SDSS galaxies data exploration portal

In Reis19 we introduced a data driven exploration portal for the Sloan Digital Sky Survey (SDSS) galaxy spectra dataset. It should be considered as an example for the approach discussed in that work for effectively using unsupervised ML in next generation astronomical surveys. The portal is available at galaxyportal.space, this page provides instructions on how to use it. The source code for the portal is available at github.com/ireis/portal.

The main feature of our such portal is thus machine learned two-dimensional embeddings (or maps) of the data, from which objects can be interactively selected and inspected. The interactive maps should be used with the simple notion that similar objects are located close to each other. Inspecting the maps with this notion, detecting potentially interesting phenomena is intuitive; objects that are isolated on a map are interpreted as objects that are not similar to any other object in the dataset. Any structure in the ordering of objects suggests a continuous change in the properties of objects along the structure, and a compact group of objects implies the objects share some common properties. While the maps are built using ML their usage is intuitive and does not require any prior knowledge in this field.

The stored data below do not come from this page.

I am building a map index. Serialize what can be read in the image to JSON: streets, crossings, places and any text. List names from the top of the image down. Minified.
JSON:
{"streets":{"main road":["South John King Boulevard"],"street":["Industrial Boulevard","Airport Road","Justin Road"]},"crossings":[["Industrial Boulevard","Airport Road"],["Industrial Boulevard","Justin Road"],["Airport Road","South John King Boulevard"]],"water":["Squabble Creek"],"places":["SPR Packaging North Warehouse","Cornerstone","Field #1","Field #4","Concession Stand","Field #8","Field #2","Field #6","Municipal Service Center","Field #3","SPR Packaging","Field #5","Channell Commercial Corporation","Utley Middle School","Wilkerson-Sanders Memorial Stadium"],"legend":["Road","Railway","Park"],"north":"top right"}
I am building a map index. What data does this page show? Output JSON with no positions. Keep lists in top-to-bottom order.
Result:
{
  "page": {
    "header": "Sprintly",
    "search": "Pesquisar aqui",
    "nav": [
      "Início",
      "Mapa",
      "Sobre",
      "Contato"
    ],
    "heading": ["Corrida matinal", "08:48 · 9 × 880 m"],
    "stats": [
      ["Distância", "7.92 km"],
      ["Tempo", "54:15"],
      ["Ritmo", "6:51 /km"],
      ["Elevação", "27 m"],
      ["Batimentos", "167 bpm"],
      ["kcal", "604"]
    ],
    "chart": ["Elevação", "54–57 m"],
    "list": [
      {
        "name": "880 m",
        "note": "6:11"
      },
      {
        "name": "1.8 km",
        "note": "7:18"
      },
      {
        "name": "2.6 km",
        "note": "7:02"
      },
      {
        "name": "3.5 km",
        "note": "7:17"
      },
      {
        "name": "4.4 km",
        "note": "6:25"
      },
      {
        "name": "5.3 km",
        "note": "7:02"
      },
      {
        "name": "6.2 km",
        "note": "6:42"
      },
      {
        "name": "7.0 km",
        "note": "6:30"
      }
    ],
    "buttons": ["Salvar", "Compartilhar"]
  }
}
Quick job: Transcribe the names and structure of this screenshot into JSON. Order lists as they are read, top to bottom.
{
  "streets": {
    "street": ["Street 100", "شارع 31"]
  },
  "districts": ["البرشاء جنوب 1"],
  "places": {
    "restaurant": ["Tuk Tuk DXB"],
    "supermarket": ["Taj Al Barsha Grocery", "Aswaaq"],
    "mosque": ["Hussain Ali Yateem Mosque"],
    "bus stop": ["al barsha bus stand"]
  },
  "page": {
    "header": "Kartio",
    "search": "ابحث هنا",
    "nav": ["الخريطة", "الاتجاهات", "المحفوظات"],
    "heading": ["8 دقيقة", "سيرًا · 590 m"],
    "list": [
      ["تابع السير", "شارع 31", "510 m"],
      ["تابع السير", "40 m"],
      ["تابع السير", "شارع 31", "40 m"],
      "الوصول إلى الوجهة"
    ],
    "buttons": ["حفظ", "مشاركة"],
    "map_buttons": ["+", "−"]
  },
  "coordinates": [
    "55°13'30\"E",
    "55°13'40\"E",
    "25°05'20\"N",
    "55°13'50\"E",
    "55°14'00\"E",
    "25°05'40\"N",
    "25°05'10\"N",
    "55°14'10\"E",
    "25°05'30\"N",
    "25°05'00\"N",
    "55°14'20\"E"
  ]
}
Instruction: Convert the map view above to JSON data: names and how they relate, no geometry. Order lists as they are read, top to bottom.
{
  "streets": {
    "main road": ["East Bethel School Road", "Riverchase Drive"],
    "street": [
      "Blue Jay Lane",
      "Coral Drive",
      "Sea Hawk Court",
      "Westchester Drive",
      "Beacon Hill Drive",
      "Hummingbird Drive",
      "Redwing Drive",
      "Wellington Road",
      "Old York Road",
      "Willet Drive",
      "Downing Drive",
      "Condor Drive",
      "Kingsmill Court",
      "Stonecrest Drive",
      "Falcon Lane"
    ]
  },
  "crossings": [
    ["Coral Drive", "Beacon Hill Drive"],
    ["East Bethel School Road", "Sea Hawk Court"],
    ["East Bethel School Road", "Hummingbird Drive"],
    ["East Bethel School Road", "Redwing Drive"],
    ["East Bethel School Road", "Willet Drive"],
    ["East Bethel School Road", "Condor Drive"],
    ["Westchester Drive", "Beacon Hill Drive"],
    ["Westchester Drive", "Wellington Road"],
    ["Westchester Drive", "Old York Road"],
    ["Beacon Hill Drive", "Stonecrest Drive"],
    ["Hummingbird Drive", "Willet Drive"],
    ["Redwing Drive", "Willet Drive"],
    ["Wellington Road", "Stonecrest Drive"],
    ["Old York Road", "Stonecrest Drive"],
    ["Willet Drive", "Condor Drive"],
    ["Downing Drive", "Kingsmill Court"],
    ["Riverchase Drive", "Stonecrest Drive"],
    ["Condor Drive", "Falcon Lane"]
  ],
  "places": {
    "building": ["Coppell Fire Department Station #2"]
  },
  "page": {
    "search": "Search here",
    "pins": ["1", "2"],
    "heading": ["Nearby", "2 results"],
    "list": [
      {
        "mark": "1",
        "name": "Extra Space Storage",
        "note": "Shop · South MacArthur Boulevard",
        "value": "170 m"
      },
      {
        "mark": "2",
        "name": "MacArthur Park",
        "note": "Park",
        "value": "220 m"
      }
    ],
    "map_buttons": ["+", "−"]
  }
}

Interactive similarity-based object selection

The portal allows the user to view and select galaxies from a 2D embedding of the dataset using a lasso tool. To use the lasso tool, first select the it from the menu (top left of the UMAP panel), and hold and drag to select a region on the map. See the figure below for an example:

lasso select

The selected galaxies are now listed in the right side of the screen and we can inspect their spectra. Click an object on the list to select it. It is also possible to navigate through the list using the keyboard arrows. This is shown in the figure below:

view selected galaxies

other interaction buttons

In addition to the lasso selection tool, a few other interactive tools are available: zoom in, refresh, and save. These are shown in the figure below: buttons

Different embeddings

The portal includes different embeddings of the data, each containing different information. The embeddings are created using UMAP, where different embeddings are constructed with different wavelength regions of the spectrum. The familiar BPT diagrams are included as well. Selecting an embedding is done with the following button:

available embeddings

Galaxies that are located near each other on the UMAP 4700-5100 A embedding could be expected to have similar OIII, and Hb line properties, while galaxies that are located near each other on the UMAP 5680-6120 A embedding could be expected to have similar NaD I line properties.

Coloring the data

The maps can be colored by several different properties:

available colors

Most of these properties are taken from the SDSS value added catalogs, the rest are calculated by us.

Detecting anomalies

Anomalies can be detected directly form the map, as objects that are isolated, lie in small clusters, or found in extreme ends of the 2D distribution of objects. For example, objects with unusual NaD I properties are shown on the relevant UMAP in the figure below.

from map

In addition, the portal includes results of several anomaly detection algorithms. In scientific applications, anomaly detection is ultimately aimed at finding objects we did not know existed and thus enabling new discoveries. To select the weirdest galaxies according to a given anomaly detection method, choose the method and press the Show anomalies button. This will select the top anomalies according to the selected algorithm, show them on the current embedding, and list them on the right hand side. The result is shown in the figure below with the spectrum of one of the detected anomalies.

anomalies on map

Stacking spectra on the fly

The user of our portal can select a specific region on the map and a specific direction, and stack the galaxies in bins along the chosen direction. This can be done with the Get stacks button (after selecting objects with the lasso tool). The number of stacks can be specified with the Number of stacks menu. The objects are binned according the the x or y coordinates, or automatically, as specified in the Stack by menu. The automatic option will try to detect a 1 dimensional structure on the map, and bin the objects according to it. The stacks are shown in the buttom panel, (below the individual spectrum panel).

stacks

After using the Get stacks button it is possible to color the map by the property the used to bin the objects. This can be done by selecting Order from the Color by menu.

color by the order

Selecting your own galaxies

Selecting your own galaxies is available using the Search Galaxy SpecObjID: field, by entering a comma separated list of SDSS SpecObjIDs.

search galaxies

Code and methods

The source code for portal is publicly available, it is written in python using the bokeh library.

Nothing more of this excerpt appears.